▸ ABOUT THIS EXERCISE
Starting at the first line of the data below, write out each line exactly until you reach the line containing "function drawText(font, color, halo, rows, align", and include that line too.
• • • • •
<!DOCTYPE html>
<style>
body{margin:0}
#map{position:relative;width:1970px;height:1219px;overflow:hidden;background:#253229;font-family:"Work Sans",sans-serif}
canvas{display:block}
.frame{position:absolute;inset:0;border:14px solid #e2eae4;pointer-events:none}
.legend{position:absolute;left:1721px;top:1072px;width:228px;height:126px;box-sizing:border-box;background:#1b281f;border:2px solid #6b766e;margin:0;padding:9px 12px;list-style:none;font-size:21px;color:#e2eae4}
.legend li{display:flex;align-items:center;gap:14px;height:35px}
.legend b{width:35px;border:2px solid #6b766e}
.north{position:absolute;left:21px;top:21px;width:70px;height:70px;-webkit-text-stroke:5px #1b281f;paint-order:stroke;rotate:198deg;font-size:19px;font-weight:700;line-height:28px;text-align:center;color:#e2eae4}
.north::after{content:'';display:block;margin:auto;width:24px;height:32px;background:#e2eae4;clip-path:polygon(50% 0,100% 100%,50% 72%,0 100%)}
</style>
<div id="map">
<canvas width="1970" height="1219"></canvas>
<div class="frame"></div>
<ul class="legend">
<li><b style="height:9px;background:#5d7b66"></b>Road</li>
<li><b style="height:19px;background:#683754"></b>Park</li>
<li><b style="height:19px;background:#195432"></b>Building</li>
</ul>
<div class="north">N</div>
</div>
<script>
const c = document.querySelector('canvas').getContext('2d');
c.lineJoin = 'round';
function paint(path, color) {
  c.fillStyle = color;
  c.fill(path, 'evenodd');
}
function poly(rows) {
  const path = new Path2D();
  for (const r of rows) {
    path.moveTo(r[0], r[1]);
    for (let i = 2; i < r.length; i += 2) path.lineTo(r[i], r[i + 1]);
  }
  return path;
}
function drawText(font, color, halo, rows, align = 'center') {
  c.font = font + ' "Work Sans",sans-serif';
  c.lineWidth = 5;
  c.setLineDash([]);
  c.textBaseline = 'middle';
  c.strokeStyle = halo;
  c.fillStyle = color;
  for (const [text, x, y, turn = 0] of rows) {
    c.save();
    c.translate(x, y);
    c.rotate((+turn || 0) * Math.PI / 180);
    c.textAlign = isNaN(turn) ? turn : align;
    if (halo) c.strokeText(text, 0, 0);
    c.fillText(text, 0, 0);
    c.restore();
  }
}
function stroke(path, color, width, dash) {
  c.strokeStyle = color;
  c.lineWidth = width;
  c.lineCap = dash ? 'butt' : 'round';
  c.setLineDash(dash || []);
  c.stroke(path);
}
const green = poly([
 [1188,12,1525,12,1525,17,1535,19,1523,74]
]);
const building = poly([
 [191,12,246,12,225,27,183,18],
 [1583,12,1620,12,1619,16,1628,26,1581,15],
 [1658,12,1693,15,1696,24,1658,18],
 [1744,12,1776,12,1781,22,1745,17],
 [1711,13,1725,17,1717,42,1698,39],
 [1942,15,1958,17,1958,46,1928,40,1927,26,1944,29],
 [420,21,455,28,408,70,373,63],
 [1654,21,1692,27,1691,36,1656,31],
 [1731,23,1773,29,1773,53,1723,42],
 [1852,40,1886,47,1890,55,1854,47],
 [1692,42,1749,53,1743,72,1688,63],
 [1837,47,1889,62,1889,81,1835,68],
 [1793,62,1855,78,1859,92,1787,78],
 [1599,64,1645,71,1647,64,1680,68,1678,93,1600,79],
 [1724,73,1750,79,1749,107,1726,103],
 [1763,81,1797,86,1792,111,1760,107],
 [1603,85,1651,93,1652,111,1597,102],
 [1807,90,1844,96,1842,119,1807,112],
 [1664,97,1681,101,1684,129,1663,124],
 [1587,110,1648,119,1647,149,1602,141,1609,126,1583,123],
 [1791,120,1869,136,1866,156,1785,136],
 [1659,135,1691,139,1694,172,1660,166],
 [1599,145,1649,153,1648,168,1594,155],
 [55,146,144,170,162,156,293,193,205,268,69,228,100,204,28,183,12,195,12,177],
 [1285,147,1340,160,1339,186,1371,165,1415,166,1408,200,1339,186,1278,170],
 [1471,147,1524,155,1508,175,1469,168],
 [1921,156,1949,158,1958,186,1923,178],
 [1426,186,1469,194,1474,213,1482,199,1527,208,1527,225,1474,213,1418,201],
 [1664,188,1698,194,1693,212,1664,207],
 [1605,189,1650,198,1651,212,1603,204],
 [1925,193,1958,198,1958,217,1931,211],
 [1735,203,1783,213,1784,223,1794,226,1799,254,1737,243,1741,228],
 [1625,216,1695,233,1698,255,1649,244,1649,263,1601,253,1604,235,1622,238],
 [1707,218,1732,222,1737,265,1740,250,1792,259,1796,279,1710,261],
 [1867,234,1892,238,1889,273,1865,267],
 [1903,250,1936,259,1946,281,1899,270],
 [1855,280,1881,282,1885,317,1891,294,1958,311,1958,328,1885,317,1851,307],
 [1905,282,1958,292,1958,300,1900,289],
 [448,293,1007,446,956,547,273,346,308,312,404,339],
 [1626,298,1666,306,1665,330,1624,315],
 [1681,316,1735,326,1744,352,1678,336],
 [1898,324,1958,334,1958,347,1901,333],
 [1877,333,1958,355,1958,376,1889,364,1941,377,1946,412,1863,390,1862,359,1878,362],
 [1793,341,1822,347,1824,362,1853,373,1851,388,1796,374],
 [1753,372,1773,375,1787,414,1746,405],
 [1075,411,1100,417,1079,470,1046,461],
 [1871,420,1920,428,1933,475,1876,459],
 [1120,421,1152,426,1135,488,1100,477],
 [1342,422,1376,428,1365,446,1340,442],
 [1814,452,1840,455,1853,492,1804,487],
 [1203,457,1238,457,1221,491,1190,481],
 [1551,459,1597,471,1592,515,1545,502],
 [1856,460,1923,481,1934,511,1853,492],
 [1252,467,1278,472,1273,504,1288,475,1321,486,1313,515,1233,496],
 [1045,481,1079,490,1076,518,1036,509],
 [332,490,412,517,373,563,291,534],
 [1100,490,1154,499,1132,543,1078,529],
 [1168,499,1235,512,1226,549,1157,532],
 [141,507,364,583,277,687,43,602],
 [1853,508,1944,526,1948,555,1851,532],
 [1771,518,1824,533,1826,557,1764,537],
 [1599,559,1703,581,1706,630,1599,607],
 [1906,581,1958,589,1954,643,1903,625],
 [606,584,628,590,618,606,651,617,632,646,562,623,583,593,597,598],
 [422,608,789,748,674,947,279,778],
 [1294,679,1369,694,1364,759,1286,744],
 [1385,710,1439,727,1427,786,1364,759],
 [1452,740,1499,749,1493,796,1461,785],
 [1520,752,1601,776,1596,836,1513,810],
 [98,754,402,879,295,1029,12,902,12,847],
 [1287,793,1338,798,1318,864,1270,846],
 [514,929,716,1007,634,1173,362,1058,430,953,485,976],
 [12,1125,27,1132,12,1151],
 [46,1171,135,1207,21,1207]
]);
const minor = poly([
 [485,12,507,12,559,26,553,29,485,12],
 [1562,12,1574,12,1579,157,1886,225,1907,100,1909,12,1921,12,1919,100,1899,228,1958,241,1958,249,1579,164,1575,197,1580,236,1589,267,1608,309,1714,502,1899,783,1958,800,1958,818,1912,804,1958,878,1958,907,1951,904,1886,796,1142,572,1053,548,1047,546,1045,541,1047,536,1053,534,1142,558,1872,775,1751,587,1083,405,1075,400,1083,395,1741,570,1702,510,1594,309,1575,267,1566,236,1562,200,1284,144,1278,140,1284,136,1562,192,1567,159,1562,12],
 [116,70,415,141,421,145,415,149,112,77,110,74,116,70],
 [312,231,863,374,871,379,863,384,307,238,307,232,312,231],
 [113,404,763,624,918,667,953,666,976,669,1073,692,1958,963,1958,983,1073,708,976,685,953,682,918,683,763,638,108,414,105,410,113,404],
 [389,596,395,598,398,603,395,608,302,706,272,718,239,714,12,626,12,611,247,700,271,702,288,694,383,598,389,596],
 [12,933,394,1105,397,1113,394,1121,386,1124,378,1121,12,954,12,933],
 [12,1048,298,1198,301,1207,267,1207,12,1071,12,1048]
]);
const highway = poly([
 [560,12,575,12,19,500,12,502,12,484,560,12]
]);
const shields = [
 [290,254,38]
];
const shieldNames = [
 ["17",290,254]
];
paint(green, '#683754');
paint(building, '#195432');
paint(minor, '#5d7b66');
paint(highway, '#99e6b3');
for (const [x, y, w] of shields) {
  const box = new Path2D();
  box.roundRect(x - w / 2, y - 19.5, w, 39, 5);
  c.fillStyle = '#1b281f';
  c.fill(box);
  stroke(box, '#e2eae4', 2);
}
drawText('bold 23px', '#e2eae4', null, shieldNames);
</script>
• • • • •
▸ EXERCISE RESULT
<!DOCTYPE html>
<style>
body{margin:0}
#map{position:relative;width:1970px;height:1219px;overflow:hidden;background:#253229;font-family:"Work Sans",sans-serif}
canvas{display:block}
.frame{position:absolute;inset:0;border:14px solid #e2eae4;pointer-events:none}
.legend{position:absolute;left:1721px;top:1072px;width:228px;height:126px;box-sizing:border-box;background:#1b281f;border:2px solid #6b766e;margin:0;padding:9px 12px;list-style:none;font-size:21px;color:#e2eae4}
.legend li{display:flex;align-items:center;gap:14px;height:35px}
.legend b{width:35px;border:2px solid #6b766e}
.north{position:absolute;left:21px;top:21px;width:70px;height:70px;-webkit-text-stroke:5px #1b281f;paint-order:stroke;rotate:198deg;font-size:19px;font-weight:700;line-height:28px;text-align:center;color:#e2eae4}
.north::after{content:'';display:block;margin:auto;width:24px;height:32px;background:#e2eae4;clip-path:polygon(50% 0,100% 100%,50% 72%,0 100%)}
</style>
<div id="map">
<canvas width="1970" height="1219"></canvas>
<div class="frame"></div>
<ul class="legend">
<li><b style="height:9px;background:#5d7b66"></b>Road</li>
<li><b style="height:19px;background:#683754"></b>Park</li>
<li><b style="height:19px;background:#195432"></b>Building</li>
</ul>
<div class="north">N</div>
</div>
<script>
const c = document.querySelector('canvas').getContext('2d');
c.lineJoin = 'round';
function paint(path, color) {
  c.fillStyle = color;
  c.fill(path, 'evenodd');
}
function poly(rows) {
  const path = new Path2D();
  for (const r of rows) {
    path.moveTo(r[0], r[1]);
    for (let i = 2; i < r.length; i += 2) path.lineTo(r[i], r[i + 1]);
  }
  return path;
}
function drawText(font, color, halo, rows, align = 'center') {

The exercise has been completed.